The change in rock wettability upon contact with the 900 ppm GO formulation, at pH 8 and 900 ppm salinity, was confirmed through Amott-Harvey tests. The transition from oil-wet conditions to intermediate conditions, as indicated by the Amott-Harvey index, aligns consistently with the contact angle results.

The presence of OH groups in GO enhances its interaction with silanol groups, highlighting its potential as an effective agent for modifying surface properties. However, it is crucial to recognize that quartz possesses not only silanol groups but also a crude-oil-affine face consisting of siloxanes. The abundance of oxygen-containing groups on the surface of GO sheets suggests the likelihood of ionization for both the –OH groups of sandstone and the O-containing groups of GO at high pH values. Additionally, the possibility of n–π interactions between the –O– groups of sandstone and the π electrons of GO provides further insights into the complex interfacial behavior.

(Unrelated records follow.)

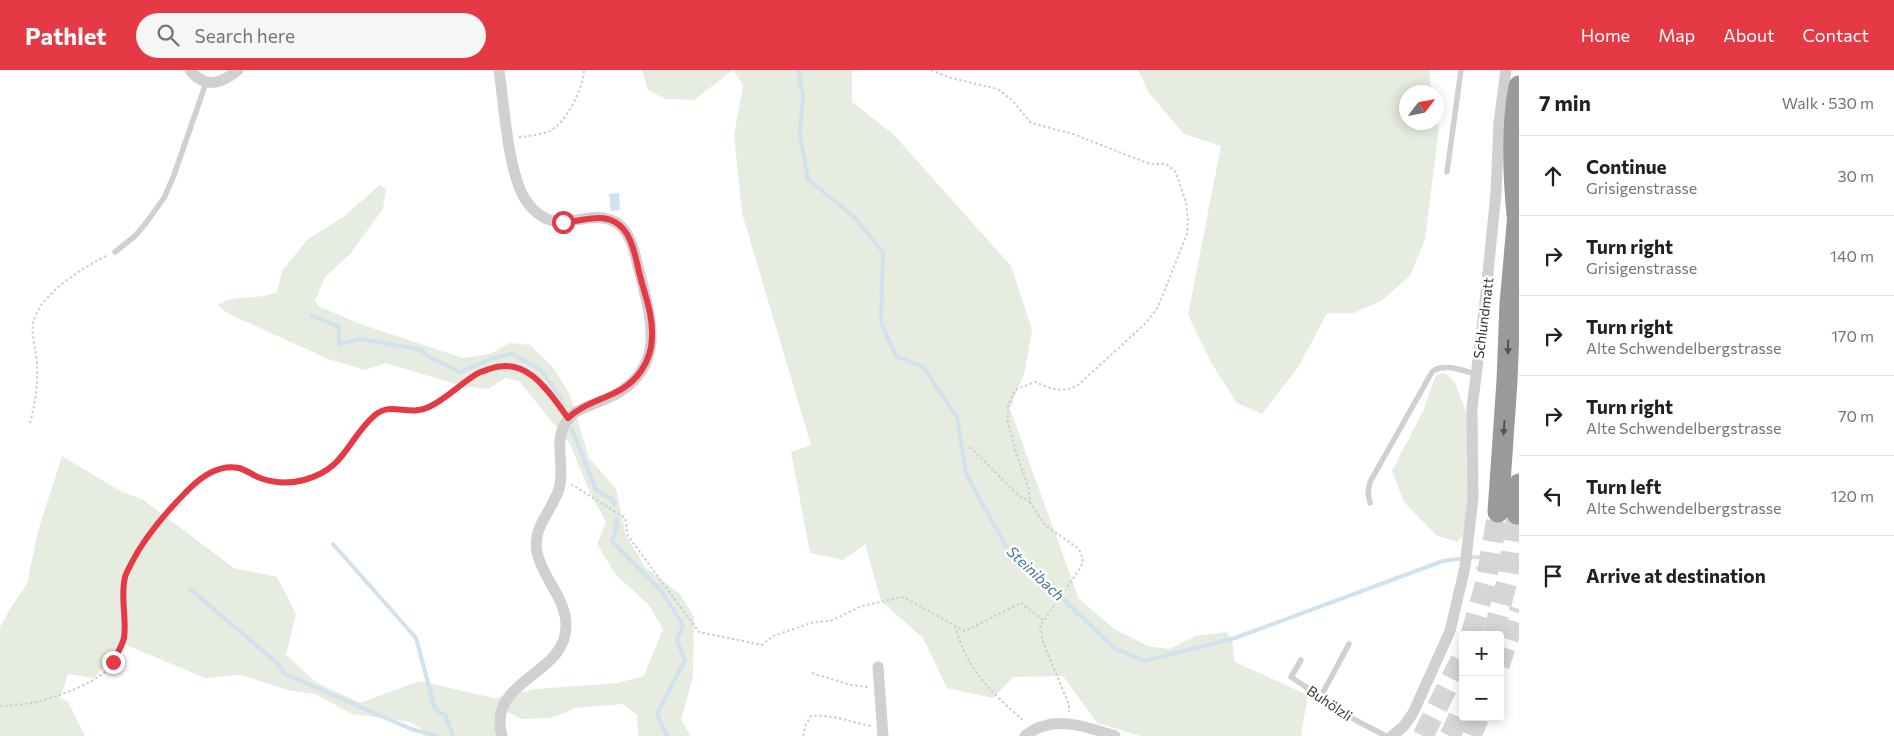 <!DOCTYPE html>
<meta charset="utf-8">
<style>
:root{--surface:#fff;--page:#f6f6f6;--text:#202124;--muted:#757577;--line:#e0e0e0;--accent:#e63946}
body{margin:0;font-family:Commissioner,sans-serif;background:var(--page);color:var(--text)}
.controls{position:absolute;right:15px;bottom:15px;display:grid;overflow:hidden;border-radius:5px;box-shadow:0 2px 12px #0003}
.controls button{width:45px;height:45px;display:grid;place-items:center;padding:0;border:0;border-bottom:1px solid var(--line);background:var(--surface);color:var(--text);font:25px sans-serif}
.compass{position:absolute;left:1399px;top:15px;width:45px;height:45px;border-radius:50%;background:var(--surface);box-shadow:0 2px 12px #0003;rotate:58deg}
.stop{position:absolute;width:15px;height:15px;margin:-11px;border:4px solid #e63946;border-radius:50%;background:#fff}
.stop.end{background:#e63946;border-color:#fff;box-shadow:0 1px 5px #0008}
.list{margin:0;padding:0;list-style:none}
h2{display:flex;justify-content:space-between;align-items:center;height:65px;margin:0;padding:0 20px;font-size:21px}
h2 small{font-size:16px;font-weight:400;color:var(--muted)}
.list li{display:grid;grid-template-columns:32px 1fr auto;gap:15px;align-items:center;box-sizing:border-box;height:80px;padding:0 20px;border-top:1px solid var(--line)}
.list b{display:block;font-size:19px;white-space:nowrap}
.list p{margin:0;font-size:16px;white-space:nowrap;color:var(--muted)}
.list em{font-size:16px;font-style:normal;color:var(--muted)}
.icon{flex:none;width:28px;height:28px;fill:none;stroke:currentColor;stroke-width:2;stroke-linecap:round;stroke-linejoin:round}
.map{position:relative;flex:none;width:1519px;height:666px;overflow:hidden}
header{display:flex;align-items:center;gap:30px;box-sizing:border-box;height:70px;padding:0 25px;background:var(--accent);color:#fff}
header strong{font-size:24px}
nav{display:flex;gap:28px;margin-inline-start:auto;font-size:18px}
.search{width:350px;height:45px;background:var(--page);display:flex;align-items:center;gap:12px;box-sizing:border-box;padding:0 18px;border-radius:28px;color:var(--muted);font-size:19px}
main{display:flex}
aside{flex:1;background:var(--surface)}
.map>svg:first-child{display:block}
.green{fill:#e6ecdf}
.water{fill:#cfe2ee}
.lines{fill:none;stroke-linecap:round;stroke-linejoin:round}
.stream{stroke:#cfe2ee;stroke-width:4}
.primary-tunnel{stroke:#d6d6d6;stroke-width:19;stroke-dasharray:19 9;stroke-linecap:butt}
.motorway-tunnel{stroke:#d6d6d6;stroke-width:21;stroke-dasharray:21 11;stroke-linecap:butt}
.path{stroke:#cdcdcd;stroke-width:2;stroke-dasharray:2.5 2.5;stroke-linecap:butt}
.service{stroke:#d0d0d0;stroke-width:5.5}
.minor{stroke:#d0d0d0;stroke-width:11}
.motorway{stroke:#9a9a9a;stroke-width:21}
.oneway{fill:#525252}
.route{stroke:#e63946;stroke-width:6}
.labels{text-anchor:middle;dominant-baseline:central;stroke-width:5;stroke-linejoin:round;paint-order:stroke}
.street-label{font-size:14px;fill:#333;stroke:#fff}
.water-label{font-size:15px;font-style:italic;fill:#3f7597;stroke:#fff}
</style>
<header>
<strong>Pathlet</strong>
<div class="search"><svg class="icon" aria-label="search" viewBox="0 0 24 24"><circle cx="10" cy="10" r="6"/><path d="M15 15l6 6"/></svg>Search here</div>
<nav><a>Home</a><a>Map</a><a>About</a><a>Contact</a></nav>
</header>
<main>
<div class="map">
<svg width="1519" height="666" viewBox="0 0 1519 666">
<rect width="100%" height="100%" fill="#fff"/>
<g class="green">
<path d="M642 0H733L694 30 665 29 648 20Z"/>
<path d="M734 0H852V32L894 65 1011 196 1032 260 1025 301 1010 339 1079 529 1114 559 1148 576 1169 579 1196 566 1227 562 1232 571 1235 592 1308 625 1301 666H1141L1097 653 1063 606 1013 607 993 628 947 618 923 568 881 531 865 474 843 490 810 483 791 382 811 375 742 143 734 65 743 16Z"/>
<path d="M1138 0H1429L1432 22H1406V52H1436L1437 47 1439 59 1425 169 1410 206 1381 231 1353 243H1327L1299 296 1262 344 1237 333 1212 294 1188 245 1221 76 1184 64 1149 23Z"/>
<path d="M380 115 386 119 383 139 350 184 325 207 315 231 318 236 363 255 463 288 490 284 510 273 530 275 553 297 570 325 589 388 616 419 626 465 645 497 680 524 694 547 693 606 681 650 691 666H638L637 645 623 634 575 638 551 648 521 649 504 640 513 624 536 619 617 613 644 606 663 559 649 535 616 505 597 474 606 452 590 423 570 374 519 311 505 308 488 319 462 316 386 293 365 300 328 289 227 243 218 235C237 223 257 231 277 222L282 201 307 170 343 147Z"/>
<path d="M1442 303 1446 304 1454 311 1462 331 1469 351V416L1464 465 1457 472 1436 465 1404 432 1392 401 1423 341 1436 305Z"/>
<path d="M62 386 122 422 142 429 234 498 277 507 296 544 286 585 317 613 360 633 419 611 494 628 504 626 500 666H433L410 652 352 644 315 624 291 621 241 605 205 608 124 574 94 608 68 604 60 628 68 632 85 666H0V557L10 539 27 514 38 461Z"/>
</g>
<path class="water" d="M619 123 620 140 611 141 609 124Z"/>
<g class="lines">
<g class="stream">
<path d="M798 0 803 25 800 65 808 109 854 147 883 182 881 252 896 286 923 297 957 347 966 404 1008 480 1038 509 1054 520 1114 578 1144 591 1235 568 1443 491 1474 487 1504 489 1519 487"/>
<path d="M311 245 339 257V274L361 269 421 280 431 288 460 302 491 289 512 284 541 300 562 330 565 337"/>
<path d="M572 359 596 420 613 430 614 434"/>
<path d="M616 449 617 456 612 471 662 522 683 555 677 571 685 590 657 644 667 666"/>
<path d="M333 474 416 568 435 639 446 646 453 666"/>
<path d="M190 519 276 592 285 604 411 659 436 666"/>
</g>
<g class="primary-tunnel">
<path d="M1500 596 1519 539"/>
<path d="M1472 666 1480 647"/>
</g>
<g class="motorway-tunnel">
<path d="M1471 565 1486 512 1498 442"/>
<path d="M1493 565 1507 511 1517 444"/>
<path d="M1423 666 1463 585"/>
<path d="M1450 666 1463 638"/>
</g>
<g class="path">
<path d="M931 0 951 8 998 19 1013 31 1031 53 1073 64 1150 94H1166L1175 101 1186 132 1188 151 1187 164 1158 237 1146 253 1077 316C1059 323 1052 319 1035 312L1015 320 1008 335V352L1016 383 1029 419 1030 432 1045 455 1079 479 1083 489 1081 497 1040 556 1043 572 1069 635V642"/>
<path d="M519 67C529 66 540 65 550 61 567 52 583 18 584 0"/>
<path d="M30 353C35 334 38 315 37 296 37 282 31 267 33 254 39 223 83 198 108 185"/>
<path d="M970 377 1017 424 1030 432"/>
<path d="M571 414 625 448 628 466 699 562 762 575 773 566 814 552 830 551 862 536 903 527 965 561 1021 533 1043 550"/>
<path d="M1476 498H1519"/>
<path d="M955 556C958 565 961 576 966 585 977 609 1004 634 1024 651"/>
<path d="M812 603 850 615 868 617"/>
<path d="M0 636C10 635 21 635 31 633 52 629 88 616 105 602 114 595 120 580 123 569 129 549 121 527 125 508 130 482 171 436 190 418 238 373 254 423 304 410 331 404 345 384 361 362 365 356 370 349 376 344 392 332 409 345 427 338 445 331 459 316 474 305 479 302 484 301 488 299 524 286 543 315 562 340"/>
<path d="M803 666 806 654 811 646C832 644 850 652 871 656"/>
</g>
<g class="service">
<path d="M1447 102 1461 0"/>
<path d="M115 182 135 166 146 153 164 128 174 105 206 13"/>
<path d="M1370 433 1368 423 1370 412 1432 302C1442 292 1464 301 1476 304"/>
<path d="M1301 590 1291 607 1357 651 1386 666"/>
<path d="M1320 628 1349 574"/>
</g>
<g class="minor">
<path d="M190 0C205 19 221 14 238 0"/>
<path d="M499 0C504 33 508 107 527 132 557 173 587 134 617 153 633 164 635 187 640 204 651 248 666 294 618 323 604 331 588 335 574 343 548 367 567 391 559 419 552 441 532 457 537 482 542 508 566 528 566 555 567 606 486 609 502 666"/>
<path d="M878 597 883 666"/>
<path d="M1025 666C1052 644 1085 656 1115 666"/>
<path d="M1392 666 1404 656 1413 643 1450 561 1465 497 1473 428 1472 338 1484 242 1496 123 1499 53 1506 0"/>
</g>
<g class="motorway">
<path d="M1517 145C1513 103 1511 58 1519 16"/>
<path d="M1498 442 1507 311 1510 234 1519 132"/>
<path d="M1517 444 1519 414"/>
</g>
</g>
<defs><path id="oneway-solid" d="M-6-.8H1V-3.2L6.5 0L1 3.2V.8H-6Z" transform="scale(1.25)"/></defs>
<g class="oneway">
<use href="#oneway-solid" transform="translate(1508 277) rotate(92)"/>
<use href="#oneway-solid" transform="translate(1504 358) rotate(94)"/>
</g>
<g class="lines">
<path class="route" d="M113 592C117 584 122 576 124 568 127 548 120 527 125 507 126 503 129 498 131 494 145 466 167 441 189 419 202 406 220 394 239 398 246 400 253 405 260 408 274 413 289 414 304 410 346 399 347 369 375 345 392 331 409 347 429 337 446 329 459 315 475 305 479 302 484 301 489 299 527 285 549 322 568 348 590 327 622 329 641 301 648 291 652 278 652 266 653 246 645 225 640 206 637 194 635 181 630 170 627 163 622 156 615 152 599 143 581 152 563 152"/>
</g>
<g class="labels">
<g class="street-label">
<text transform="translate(1483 248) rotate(-83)">Schlundmatt</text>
<text transform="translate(1330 633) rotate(34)">Buhölzli</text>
</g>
<g class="water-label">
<text transform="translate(1036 503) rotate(43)">Steinibach</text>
</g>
</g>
</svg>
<div class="controls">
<button>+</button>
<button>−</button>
</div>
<svg class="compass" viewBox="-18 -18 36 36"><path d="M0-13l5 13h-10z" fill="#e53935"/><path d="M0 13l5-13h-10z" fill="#757577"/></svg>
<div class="stop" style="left:563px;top:152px"></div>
<div class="stop end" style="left:113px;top:592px"></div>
</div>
<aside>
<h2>7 min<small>Walk · 530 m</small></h2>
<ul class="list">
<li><svg class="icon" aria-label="ahead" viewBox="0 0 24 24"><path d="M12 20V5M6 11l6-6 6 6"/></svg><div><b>Continue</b><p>Grisigenstrasse</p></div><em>30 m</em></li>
<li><svg class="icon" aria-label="right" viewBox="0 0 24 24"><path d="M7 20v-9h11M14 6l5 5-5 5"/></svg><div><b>Turn right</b><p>Grisigenstrasse</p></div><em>140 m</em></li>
<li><svg class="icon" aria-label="right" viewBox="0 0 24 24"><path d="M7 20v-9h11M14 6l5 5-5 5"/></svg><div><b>Turn right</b><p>Alte Schwendelbergstrasse</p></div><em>170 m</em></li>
<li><svg class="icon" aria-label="right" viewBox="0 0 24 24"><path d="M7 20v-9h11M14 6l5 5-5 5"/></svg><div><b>Turn right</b><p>Alte Schwendelbergstrasse</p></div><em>70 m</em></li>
<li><svg class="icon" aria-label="left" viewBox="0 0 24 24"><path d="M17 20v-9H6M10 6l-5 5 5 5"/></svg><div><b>Turn left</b><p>Alte Schwendelbergstrasse</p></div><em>120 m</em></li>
<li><svg class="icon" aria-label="arrive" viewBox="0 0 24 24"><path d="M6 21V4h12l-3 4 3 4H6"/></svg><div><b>Arrive at destination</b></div></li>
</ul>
</aside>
</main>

These findings open avenues for exploring novel applications and strategies in wettability alteration and surface engineering for various industrial processes.

The results of this study indicate that graphene oxide has great potential as a detergent improver in oil production. A significant improvement in the cleaning capacity of the sand in the presence of crude oil was observed, which could translate into higher oil production. Additionally, it was observed that graphene oxide does not induce sludge formation and does not affect crude oil stability, suggesting good compatibility between the two. Further studies are recommended to evaluate the technical and economic feasibility of graphene oxide application in the oil industry. Overall, these results indicate that the use of nanomaterials such as graphene oxide could have a significant impact on the efficiency and profitability of oil production.

Based on the favorable results obtained from fluid–fluid compatibility tests, the formulation is deemed a suitable candidate for coreflooding experiments.